By Jessica Ruthenberg, DGIF Watchable Wildlife Biologist
Exciting news from the Virginia Department of Game and Inland Fisheries’ Big Woods Wildlife Management Area! On Thursday April 23, DGIF biologists confirmed that the WMA once again harbors an active red-cockaded woodpecker nest—this year with four eggs!
Red-cockaded woodpeckers are a federally endangered species, making these four eggs particularly special. The eggs were found during a nest check of the same tree cavity utilized by last year’s nesting pair, which had two eggs and produced two chicks.
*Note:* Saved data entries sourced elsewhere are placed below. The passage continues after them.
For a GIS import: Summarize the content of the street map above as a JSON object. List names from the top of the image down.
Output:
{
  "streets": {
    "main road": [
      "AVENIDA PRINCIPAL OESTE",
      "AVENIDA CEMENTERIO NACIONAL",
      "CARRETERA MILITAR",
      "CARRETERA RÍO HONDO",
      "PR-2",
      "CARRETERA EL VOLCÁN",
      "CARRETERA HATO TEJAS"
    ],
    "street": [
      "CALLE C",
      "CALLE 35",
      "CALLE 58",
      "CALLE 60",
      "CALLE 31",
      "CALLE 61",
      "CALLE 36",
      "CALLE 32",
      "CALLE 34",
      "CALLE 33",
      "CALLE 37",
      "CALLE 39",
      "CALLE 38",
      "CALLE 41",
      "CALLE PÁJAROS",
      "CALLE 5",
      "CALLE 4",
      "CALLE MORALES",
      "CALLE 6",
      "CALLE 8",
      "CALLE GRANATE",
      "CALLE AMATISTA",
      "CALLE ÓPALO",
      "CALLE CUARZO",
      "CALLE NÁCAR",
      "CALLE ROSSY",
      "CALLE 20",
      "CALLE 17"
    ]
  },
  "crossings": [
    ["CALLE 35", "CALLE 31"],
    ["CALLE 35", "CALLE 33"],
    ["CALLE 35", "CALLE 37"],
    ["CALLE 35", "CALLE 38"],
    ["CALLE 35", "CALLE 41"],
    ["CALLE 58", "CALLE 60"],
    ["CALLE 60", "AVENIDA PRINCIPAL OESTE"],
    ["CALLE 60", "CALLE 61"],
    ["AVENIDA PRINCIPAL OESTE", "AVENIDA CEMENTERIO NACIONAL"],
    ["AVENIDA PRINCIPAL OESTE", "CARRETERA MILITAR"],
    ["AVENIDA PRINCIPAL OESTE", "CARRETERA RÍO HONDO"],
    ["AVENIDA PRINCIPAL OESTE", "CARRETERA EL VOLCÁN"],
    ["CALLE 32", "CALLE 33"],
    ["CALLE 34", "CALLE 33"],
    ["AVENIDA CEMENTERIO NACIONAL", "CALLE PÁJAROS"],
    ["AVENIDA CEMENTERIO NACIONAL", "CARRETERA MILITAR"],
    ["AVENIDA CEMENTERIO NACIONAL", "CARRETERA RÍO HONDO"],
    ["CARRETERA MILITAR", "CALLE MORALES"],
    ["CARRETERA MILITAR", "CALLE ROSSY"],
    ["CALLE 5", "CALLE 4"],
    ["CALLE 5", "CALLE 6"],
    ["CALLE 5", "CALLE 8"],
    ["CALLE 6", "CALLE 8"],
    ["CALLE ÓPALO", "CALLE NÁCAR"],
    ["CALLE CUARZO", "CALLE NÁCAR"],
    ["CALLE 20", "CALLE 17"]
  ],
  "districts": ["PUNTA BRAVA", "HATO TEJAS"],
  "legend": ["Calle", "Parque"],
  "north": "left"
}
This is only the second nesting attempt by red-cockaded woodpecker documented at Big Woods WMA. After years of prescribed burns and strategic tree-thinning to restore Big Woods to the open pine savanna habitat required by this species, DGIF is thrilled that the WMA continues to meet the birds’ needs. The WMA is also only one of three properties in Virginia with red-cockaded woodpeckers (the others being the neighboring Piney Grove Preserve and also the Great Dismal Swamp National Wildlife Refuge), making this nest a true conservation success story for the Commonwealth.
Red-cockaded woodpeckers sometimes lay up to five eggs in a clutch, so it’s possible that these birds may lay an additional egg. Incubation begins before their clutch is complete, with an unusually short incubation period of just 10 to 11 days!
We anticipate these eggs could hatch any time between the end of April and the beginning of May. DGIF will continue to check the nest every seven days to determine its status.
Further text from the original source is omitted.